ERCIM News No.20 - January 1995
by Gérard Hégron
The Fifth Eurographics Workshop on Animation and Simulation, was held in Oslo on the 17-18 September 1994. The event was organized by SINTEF and the Eurographics Working Group 4 and supported by the Ercim and Eurographics organisations.
The purpose of this workshop was to encourage the exchange of experience and knowledge between the animation and simulation communities on the general themes of : modelling, animation, motion control, and simulation. The workshop was attended by around 37 participants.
The event was co-chaired by Gérard Hégron (Ecole des Mines de Nantes, France) and Olov Fahlander (Linkoping University, Sweden) and local organization was undertaken by Morten Daelhen (SINTEF, Norway). The Program Committee invited Demetri Terzopoulos from the University of Toronto to speak on the links between motion synthesis and motion analysis. The main topics covered by the papers were the animation and the metamorphosis of deformable objects; the motion control of multi-body systems and the simulation of physical phenomena.
Five paper sessions were organized:
Shape transformation and applications
A new technique for computing continuous transformations between star-shaped polyhedral objects was presented. The paper described how to smoothly fuse two moving polyhedra whilst preserving the volume of the sum of the components using a radial projection technique. Philippe Limantour from Medialab, France, described a new approach to facial animation involving the real-time mapping of parameters ininterpolating canonical expressions along a unit vector basis.
Demetri Terzopoulos talked about the synthesis and analysis of motion illustrated using the research conducted by the Visual Modelling group at the University of Toronto. Here, a unified theoretical and computational framework for computer graphics and vision is being developed. The approach is a physics-based. A fundamental goal of this research is to create ever more powerful techniques for the synthesis and analysis of motion.
Animation of deformable objects
Two papers described the use of implicit surfaces to embed physical models in order to deal with deformation. The first paper, dealing with character animation, attempted to incorporate within the implicit surface technique traditional animation principles, such as squash and stretch, follow through and exaggeration.
In the second paper, Jason Harrison and David Forsey (INRIA) formulate a geometric approach for controlling a collision response kinematically by moving points on a multi-resolution representation of the object surface toward goal points. The elastic material is defined by an implicit formulation over a discrete inelastic layer and this is well suited for automatic collision and response.
Motion control
Stéphane Donikian from INRIA presented a real-time, hierarchical and multi-agent system which integrates the different approaches to behavioural animation. A real-time driving simulation example, was used to validate his concepts.
In the same way, Joseph Kearney from the University of Wisconsin and Iowa presented his system for controlling the behaviour of complex mechanisms in simulation. It is based on hierarchies of communication and concurrent asynchronous state machines.
The four remaining papers were devoted to the motion control of articulated figures.
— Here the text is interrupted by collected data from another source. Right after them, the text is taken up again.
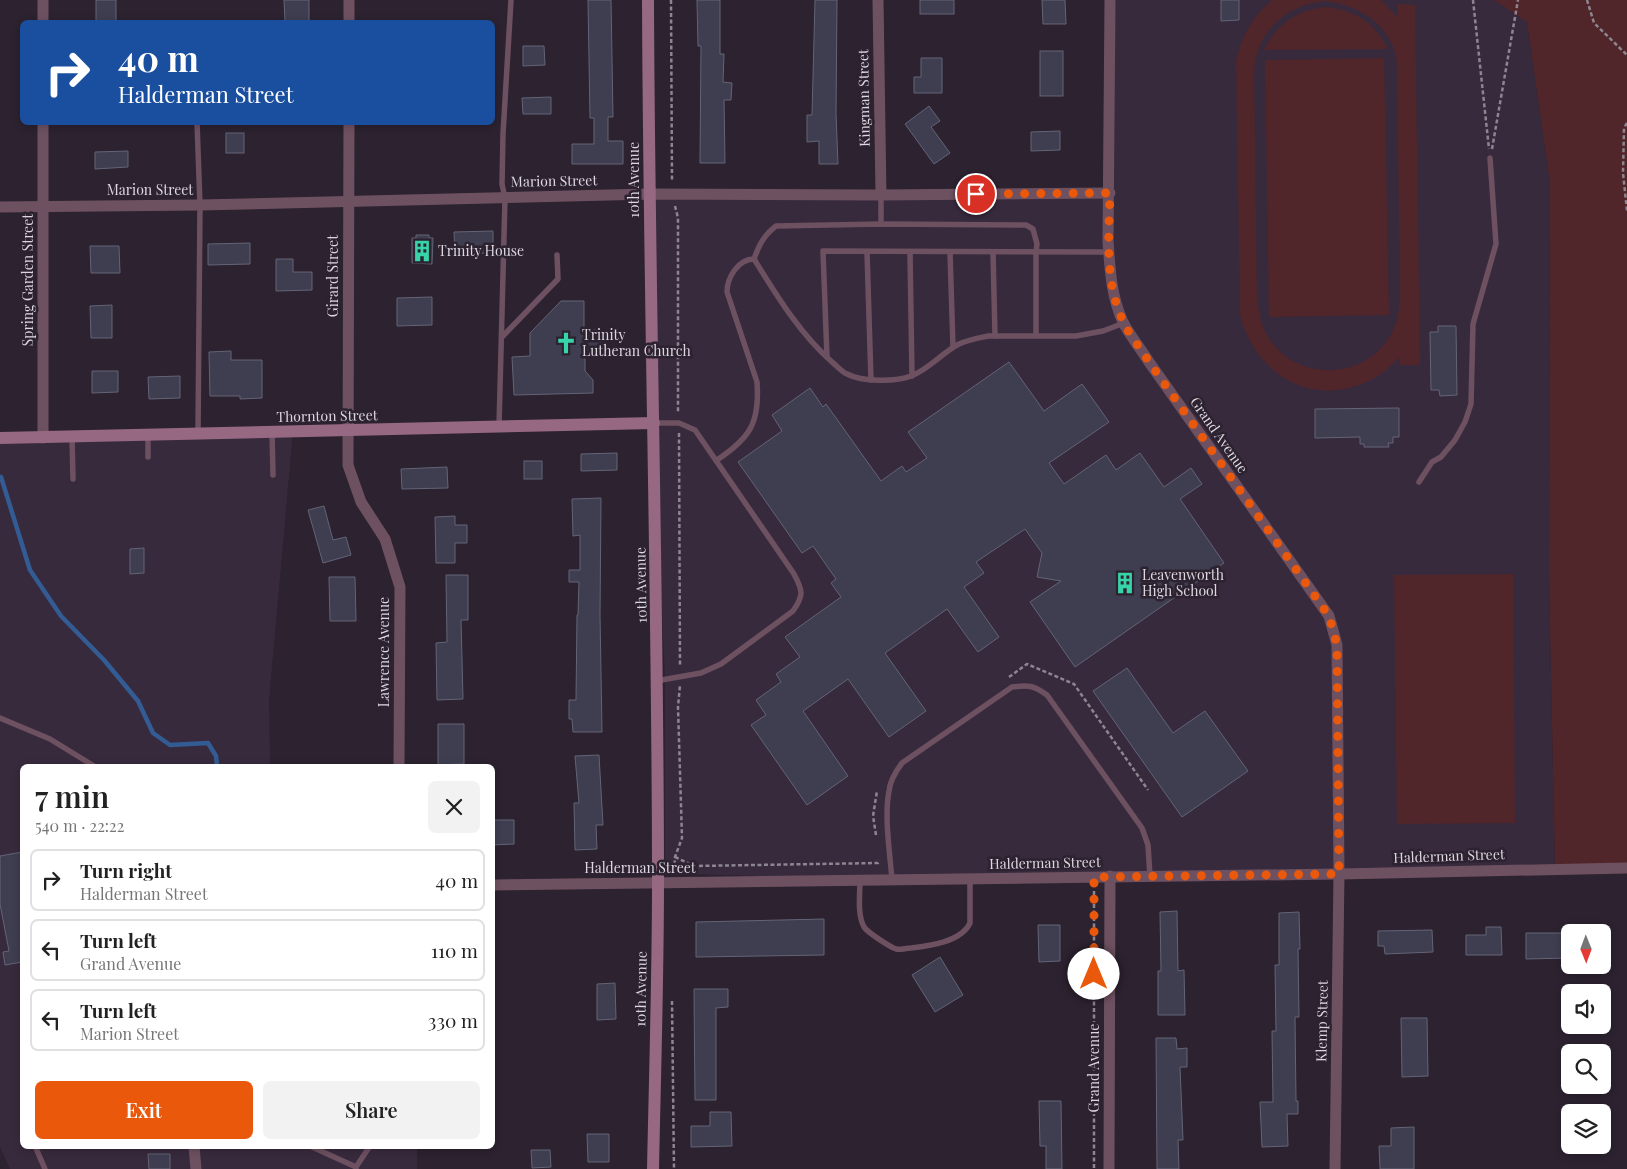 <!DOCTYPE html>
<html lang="en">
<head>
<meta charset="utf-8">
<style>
  body { margin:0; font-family:"Playfair Display",serif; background:#f2f2f2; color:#222; height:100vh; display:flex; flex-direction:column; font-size:19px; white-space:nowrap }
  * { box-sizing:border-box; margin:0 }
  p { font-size:16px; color:#767676 }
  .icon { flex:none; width:28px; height:28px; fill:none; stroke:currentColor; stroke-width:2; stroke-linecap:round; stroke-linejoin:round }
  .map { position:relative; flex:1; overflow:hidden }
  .details { position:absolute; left:20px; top:764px; width:475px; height:385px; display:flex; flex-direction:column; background:#fff; border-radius:8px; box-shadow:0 2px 8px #0003 }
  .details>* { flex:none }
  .guide { position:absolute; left:20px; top:20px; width:475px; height:105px; border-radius:8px; box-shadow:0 2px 8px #0003; background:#1a4fa0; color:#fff; overflow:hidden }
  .needle { width:32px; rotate:179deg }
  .fabs { position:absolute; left:1561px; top:924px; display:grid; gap:10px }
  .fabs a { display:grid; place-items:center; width:50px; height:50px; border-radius:8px; background:#fff; box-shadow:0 2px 8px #0003; font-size:25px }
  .pin { position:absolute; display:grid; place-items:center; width:42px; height:42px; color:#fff; margin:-21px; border:2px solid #fff; border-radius:50%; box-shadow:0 1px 5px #0007 }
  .me { position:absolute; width:55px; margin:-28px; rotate:0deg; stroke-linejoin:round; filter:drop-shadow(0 0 4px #0008) }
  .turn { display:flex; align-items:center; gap:18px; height:105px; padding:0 15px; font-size:22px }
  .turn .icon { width:65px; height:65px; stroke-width:2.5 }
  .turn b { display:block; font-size:35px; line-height:42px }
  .round { display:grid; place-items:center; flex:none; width:52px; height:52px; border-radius:8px; background:#f2f2f2 }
  .overview { display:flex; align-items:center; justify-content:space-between; height:85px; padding:0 15px }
  h1 { font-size:30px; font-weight:600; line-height:38px }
  .button { display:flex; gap:10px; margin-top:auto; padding:10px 15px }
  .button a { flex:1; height:58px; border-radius:8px; background:#ea580c; color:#fff; font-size:20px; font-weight:600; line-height:58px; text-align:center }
  .button a+a { background:#f2f2f2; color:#222 }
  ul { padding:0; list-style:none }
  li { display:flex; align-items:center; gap:15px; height:62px; margin:0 10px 8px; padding:0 5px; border:2px solid #e0e0e0; border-radius:8px }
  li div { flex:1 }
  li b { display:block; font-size:19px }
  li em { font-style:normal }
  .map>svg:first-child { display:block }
  .built { fill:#372a3d }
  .green { fill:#50262a; fill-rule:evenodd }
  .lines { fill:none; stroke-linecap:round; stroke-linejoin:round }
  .stream { stroke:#335c94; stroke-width:4.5 }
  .building { fill:#3e3e50; stroke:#646477 }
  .path { stroke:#8d8590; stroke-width:2.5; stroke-dasharray:4 2.5; stroke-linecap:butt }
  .lane { stroke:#6e5161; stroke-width:5.5 }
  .street { stroke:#6e5161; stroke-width:11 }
  .secondary { stroke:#966882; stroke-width:12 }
  .route { stroke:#ea580c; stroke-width:9; stroke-dasharray:0 16.2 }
  .labels { text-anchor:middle; stroke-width:5; stroke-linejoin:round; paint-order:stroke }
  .street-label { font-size:14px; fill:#ddd7e0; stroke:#2c2230 }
  .poi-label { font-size:14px; fill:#ddd7e0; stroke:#2c2230; text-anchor:start }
</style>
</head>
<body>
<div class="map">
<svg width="1627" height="1169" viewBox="0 0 1627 1169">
  <rect width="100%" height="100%" fill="#2c2230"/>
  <g class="built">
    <path d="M1110 0H1494L1527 22 1550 183 1549 574 1555 869 892 880 686 874 665 861V680L654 423 649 194 1109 193Z"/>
    <path d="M293 431 269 700 270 766H22V1146H417V1169H10L0 1147V438Z"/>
  </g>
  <g class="green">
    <path d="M1272 0H1381L1398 18V4L1415 5 1420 365H1400V357C1388 369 1375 380 1359 385 1303 405 1254 369 1240 315L1236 60C1242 36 1253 16 1272 0ZM1325 1C1357 5 1388 22 1396 56 1397 63 1397 70 1397 76L1400 294C1399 306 1399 318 1394 328 1372 380 1297 385 1268 337 1261 326 1259 313 1257 300L1254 76C1254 33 1284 5 1325 1Z"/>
    <path d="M1494 0H1627V868L1555 869 1549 574 1550 183 1527 22Z"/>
    <path d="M1326 7C1355 10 1375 23 1388 49L1264 50C1277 24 1297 10 1326 7Z"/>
    <path d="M1384 58 1389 315 1269 317 1265 60Z"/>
    <path d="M1513 574 1515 823 1397 824 1394 575Z"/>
  </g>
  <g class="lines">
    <path class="stream" d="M1 477 30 570 61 616 104 660 138 701 153 733 170 745 208 743 216 756 217 766"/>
  </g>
  <g class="building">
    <rect x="96" y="0" width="20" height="22"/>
    <path d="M284 0H309V22H285Z"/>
    <path d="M588 0H611L613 117H608V141H623V164H572V144H594V118H590Z"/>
    <path d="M697 0H720V54H724L723 82 732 83 731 100H724L725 163H700L701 46H698Z"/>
    <path d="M815 0H837L836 114 838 164H819V141L807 142V115H812Z"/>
    <rect x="920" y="0" width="34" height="14"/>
    <path d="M1042 0H1065L1066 24H1043Z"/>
    <path d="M1221 0H1239V20L1221 21Z"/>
    <path d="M523 46H544L545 65 523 66Z"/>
    <rect x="1040" y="51" width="23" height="45"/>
    <path d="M921 58H942V93H914V77H921Z"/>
    <path d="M551 97V114H523L522 98Z"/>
    <path d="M929 106 940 121 931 127 950 153 934 164 905 124Z"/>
    <path d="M1060 131V150L1031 151V132Z"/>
    <rect x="226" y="133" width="18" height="20"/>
    <path d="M128 151V167L95 169V152Z"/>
    <path d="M493 231V253L455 254 454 232Z"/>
    <path d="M416 235H429V238H433L432 264 412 263V238H416Z"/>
    <path d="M250 243V264L208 265V244Z"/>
    <path d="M90 246H119L120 273H91Z"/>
    <path d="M276 259H293V272H312V290L276 291Z"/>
    <path d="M432 297V325L397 326V298Z"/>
    <path d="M561 301H584V330H601V353L585 354V371L593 380V393L514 395 512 357 530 356V333Z"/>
    <path d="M112 305V338H91L90 306Z"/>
    <path d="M1438 326H1456L1457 395 1440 396 1439 390H1431L1430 332H1438Z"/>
    <path d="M231 351V360H262V398L240 399V396H210L209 352Z"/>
    <path d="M1009 362 1044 411 1082 384 1109 422 1049 463 1064 484 1106 455 1116 470 1140 453 1164 487 1191 468 1202 484 1180 499 1224 563 1075 667 1030 602 1061 581 1037 577 1042 553 1025 529 976 562 984 573 964 587 999 637 978 652 947 609 885 653 926 711 889 737 848 679 803 711 848 776 807 805 751 725 766 715 756 700 781 682 776 674 800 657 785 637 841 597 831 583 836 579 813 546 802 553 738 462 782 431 772 415 810 388 823 407 826 404 881 481 902 466 906 472 927 458 908 432Z"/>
    <path d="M92 371H118V392L92 393Z"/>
    <path d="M180 376V398L149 399 148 377Z"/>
    <path d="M1399 408V437H1393V443H1388L1389 447H1364V444H1360V437L1315 438V409Z"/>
    <path d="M617 453V470L581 471V454Z"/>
    <rect x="524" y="461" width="18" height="18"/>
    <path d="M447 467 448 488 402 489 401 469Z"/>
    <path d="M601 498 600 615 602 732H573L572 719H569V700H576L577 615H578L579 582H569V570H580V535L573 536 572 499Z"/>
    <path d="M324 506 333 540 346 537 351 555 323 563 308 510Z"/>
    <path d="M455 516V525H467V543H455V563H436L435 517Z"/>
    <path d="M144 548V573L130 574V549Z"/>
    <path d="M446 575H468V620H461L463 699 437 700 436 643 447 642Z"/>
    <path d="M329 577H355L356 621H330Z"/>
    <path d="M1127 668 1173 733 1205 711 1248 771 1182 817 1093 691Z"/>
    <path d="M438 724H464V764L438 765Z"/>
    <path d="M599 755 603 825H596L597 849 575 850 574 803H579L575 756Z"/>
    <path d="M492 820H514V844L492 845Z"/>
    <path d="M22 852V962L5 965 3 952 9 951 0 904V856Z"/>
    <path d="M1177 911 1178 971 1184 970 1185 1015H1158V971H1161L1160 912Z"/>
    <path d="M1299 912 1300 949H1298L1299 1017H1295L1296 1101H1298V1114H1287L1288 1146 1262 1147 1260 1102H1273L1272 1031H1276L1275 965H1279V913Z"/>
    <path d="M824 919V955L696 957V922Z"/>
    <path d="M1038 925H1060V961L1039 962Z"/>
    <path d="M1486 927H1501L1502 955H1466V935H1486Z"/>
    <path d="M1432 930 1433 952 1385 954 1384 946H1378V931Z"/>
    <path d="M1526 933H1570V958L1526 959Z"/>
    <path d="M940 957 963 995 935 1012 912 975Z"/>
    <path d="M615 983 616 1019 597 1020V984Z"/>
    <path d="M694 989H728V1007L716 1008V1100H695Z"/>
    <path d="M1401 1018H1427L1428 1076 1402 1077Z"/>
    <path d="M1156 1038H1176L1177 1049 1187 1048V1067H1180L1183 1140H1178L1179 1169H1157Z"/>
    <path d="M1039 1101H1061L1062 1169H1046V1146H1040Z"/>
    <path d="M710 1112H731L732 1146 691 1147V1126H710Z"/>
    <path d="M1414 1127V1169H1380L1379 1146H1391V1128Z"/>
    <path d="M587 1134H609V1162H588Z"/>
    <path d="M531 1150H550L551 1167 532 1168Z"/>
    <path d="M148 1154H170V1169H149Z"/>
  </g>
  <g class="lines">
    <g class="path">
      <path d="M671 0 672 181"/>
      <path d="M1473 0 1489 149"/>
      <path d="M1587 0 1594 23 1627 55"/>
      <path d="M1627 123 1624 128 1623 173 1627 211"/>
      <path d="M1492 149 1518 0"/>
      <path d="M675 206 678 218V413"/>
      <path d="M679 433 680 667"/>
      <path d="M1009 677 1027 664 1074 684 1148 790"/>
      <path d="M876 835 873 816 877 791"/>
      <path d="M675 857 694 866 878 863 879 860"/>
      <path d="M674 871 675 857 682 838 678 707 680 685"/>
      <path d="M1094 891V1169"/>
      <path d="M672 1001 674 1169"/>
    </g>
    <g class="lane">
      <path d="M197 122 200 205 198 433"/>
      <path d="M881 195V224"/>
      <path d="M867 252 871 380"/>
      <path d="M910 252 912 376"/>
      <path d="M950 252 953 347"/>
      <path d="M993 252 995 336"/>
      <path d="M1036 336V252L1037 244 1033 229 1026 225 881 224 776 226C764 235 759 245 754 259 777 296 800 334 832 362 837 366 842 372 847 374 862 382 896 382 911 376 928 370 943 352 959 344 968 340 979 338 988 336H1076L1103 331 1124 323"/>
      <path d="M502 337 558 279 557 255"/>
      <path d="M827 357 823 251 1109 252"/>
      <path d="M654 423H679L695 430 794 574C803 591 804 595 793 611L721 664 701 673 656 681"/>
      <path d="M499 427 505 198 502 184 503 134 511 0"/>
      <path d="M272 432 273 475"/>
      <path d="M148 435V457"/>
      <path d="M72 437 73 479"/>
      <path d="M717 460C750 438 760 423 757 382L727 292C727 278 738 259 754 259"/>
      <path d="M1419 482 1432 462 1441 457 1455 440 1465 422 1471 404 1473 324 1496 244 1490 158"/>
      <path d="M0 718 50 739 94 766"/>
      <path d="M860 880C860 894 857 914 864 927 867 932 890 947 896 949 900 950 906 948 911 948 929 946 961 942 970 923V879"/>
      <path d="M892 880C890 854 884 816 889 791 890 780 896 771 902 763L1012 687C1029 685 1033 685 1047 695L1142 828 1148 845 1150 876"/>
      <path d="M35 1146 45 1169"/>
      <path d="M310 1146 356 1167"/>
      <path d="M356 1169V1167L370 1146"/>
    </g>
    <g class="street">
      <path d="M878 0 881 195"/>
      <path d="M1110 0 1108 241C1110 269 1111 296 1123 322 1130 336 1141 349 1149 362L1329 616 1337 645 1339 874 1335 1169"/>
      <path d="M43 22V0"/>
      <path d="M349 22V0"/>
      <path d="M43 122V438"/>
      <path d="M349 122 348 465 361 502 385 539 400 587 399 766"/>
      <path d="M0 207 200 205 649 194 881 195 1110 193"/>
      <path d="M492 885 1339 874 1627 868"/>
      <path d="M194 1146 196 1169"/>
      <path d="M1109 1169 1110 876"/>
    </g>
    <g class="secondary">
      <path d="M648 0C649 294 658 587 658 881 658 977 655 1073 653 1169"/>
      <path d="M0 438 654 423"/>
    </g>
  </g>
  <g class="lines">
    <path class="route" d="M976 194 1110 193C1109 236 1104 283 1124 323 1130 336 1141 349 1149 362L1329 616 1337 645 1339 874 1094 877V974"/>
  </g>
  <defs>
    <g id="building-bare" transform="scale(1.725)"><path d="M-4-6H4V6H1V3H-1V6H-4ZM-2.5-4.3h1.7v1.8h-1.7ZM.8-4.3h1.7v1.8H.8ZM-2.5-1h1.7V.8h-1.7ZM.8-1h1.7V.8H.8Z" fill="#36d4a7" stroke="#2c2230" stroke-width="2.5" paint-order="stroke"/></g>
    <g id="church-bare" transform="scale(1.725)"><path d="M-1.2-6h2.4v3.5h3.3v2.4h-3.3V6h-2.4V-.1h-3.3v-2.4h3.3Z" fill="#36d4a7" stroke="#2c2230" stroke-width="2.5" paint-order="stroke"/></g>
  </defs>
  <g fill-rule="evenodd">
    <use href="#building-bare" x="422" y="251"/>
    <use href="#church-bare" x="566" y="343"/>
    <use href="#building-bare" x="1125" y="583"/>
  </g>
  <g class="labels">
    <g class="street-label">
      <text transform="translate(864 98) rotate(-91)" y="5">Kingman Street</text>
      <text transform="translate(634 180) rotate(-90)" y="5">10th Avenue</text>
      <text transform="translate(554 181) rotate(-1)" y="5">Marion Street</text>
      <text x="150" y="195">Marion Street</text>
      <text transform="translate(333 276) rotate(-90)" y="5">Girard Street</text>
      <text transform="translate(28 280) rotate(-90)" y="5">Spring Garden Street</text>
      <text transform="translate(327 416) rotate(-1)" y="5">Thornton Street</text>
      <text transform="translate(1219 435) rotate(55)" y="5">Grand Avenue</text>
      <text transform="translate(641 585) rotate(-91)" y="5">10th Avenue</text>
      <text transform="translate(384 652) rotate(-90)" y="5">Lawrence Avenue</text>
      <text transform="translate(1449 856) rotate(-2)" y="5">Halderman Street</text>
      <text transform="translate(1045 863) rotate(-1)" y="5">Halderman Street</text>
      <text x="640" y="873">Halderman Street</text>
      <text transform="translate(641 989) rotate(-89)" y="5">10th Avenue</text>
      <text transform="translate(1322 1021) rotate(-89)" y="5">Klemp Street</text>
      <text transform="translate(1094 1068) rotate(-90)" y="5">Grand Avenue</text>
    </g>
    <g class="poi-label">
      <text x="438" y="256">Trinity House</text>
      <text x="582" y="340">Trinity<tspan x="582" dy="16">Lutheran Church</tspan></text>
      <text x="1142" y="580">Leavenworth<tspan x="1142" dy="16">High School</tspan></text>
    </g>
  </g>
</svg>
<div class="fabs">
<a><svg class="needle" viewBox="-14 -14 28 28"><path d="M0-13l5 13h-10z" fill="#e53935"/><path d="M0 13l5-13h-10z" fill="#767676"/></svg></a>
<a><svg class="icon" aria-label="sound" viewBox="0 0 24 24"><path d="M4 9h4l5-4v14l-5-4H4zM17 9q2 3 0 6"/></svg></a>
<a><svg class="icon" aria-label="search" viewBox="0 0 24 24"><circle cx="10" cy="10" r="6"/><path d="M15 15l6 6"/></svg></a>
<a><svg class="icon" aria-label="layers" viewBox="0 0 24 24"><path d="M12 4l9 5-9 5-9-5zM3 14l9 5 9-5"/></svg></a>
</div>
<div class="pin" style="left:976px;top:194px;background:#d93025"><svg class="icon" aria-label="arrive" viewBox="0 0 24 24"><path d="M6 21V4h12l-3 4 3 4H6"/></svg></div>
<svg class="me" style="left:1094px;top:974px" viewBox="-20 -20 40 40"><circle r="19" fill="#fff"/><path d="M0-13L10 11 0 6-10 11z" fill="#ea580c"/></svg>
<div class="guide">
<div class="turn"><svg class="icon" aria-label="right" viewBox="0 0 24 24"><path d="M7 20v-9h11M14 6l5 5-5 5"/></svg><div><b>40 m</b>Halderman Street</div></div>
</div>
<section class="details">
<div class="overview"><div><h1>7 min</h1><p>540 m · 22:22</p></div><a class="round"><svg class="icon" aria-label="close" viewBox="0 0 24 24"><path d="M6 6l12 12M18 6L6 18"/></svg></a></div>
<ul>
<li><svg class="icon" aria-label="right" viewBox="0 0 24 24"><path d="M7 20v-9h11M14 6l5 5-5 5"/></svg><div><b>Turn right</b><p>Halderman Street</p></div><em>40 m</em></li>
<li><svg class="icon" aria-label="left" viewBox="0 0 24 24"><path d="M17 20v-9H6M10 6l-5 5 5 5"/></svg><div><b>Turn left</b><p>Grand Avenue</p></div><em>110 m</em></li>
<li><svg class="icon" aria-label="left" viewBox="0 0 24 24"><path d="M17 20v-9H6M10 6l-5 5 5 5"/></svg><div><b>Turn left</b><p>Marion Street</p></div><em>330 m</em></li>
</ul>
<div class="button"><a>Exit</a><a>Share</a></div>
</section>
</div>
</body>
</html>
Physical phenomenon and visualisation
C.H. Perry from the MIT Media Laboratory, USA proposed a technique for fire synthesis which combines a flame model with a fire-speading model. There are parameters for explicitly controlling wind, gravity and the flammability of the material being burned.
Miguel Aguas from IST, Portugal, presented a method for visualising hierarchical environments at interactive frame rates. The technology is based on a predictive physical algorithm within the polygon structure of the model.
Partical systems
During this last session ACROE presented some results based on their particle-based modelling technique. Their first paper developed the modelling, simulation and the visualization of granular materials in order to produce such complex phenomena. Examples include the construction of a pile from independent particles, avalanches and the phenomenon of internal collapse. Their second paper described an application of their approach to the simulation of a clockwork mechanism, which reproduces the measure of time and the sequencing of events. A presentation of a parallel implementation of a dynamic system of particles closed the session.
Future plans
The 6th Eurographics Workshop on Animation and Simulation is scheduled to take place around August/September `95 in Maastricht, The Netherlands. The special theme is the simulation and animation of autonomous and living systems. The aim is to illustrate the valuable synergy of animation and artificial life.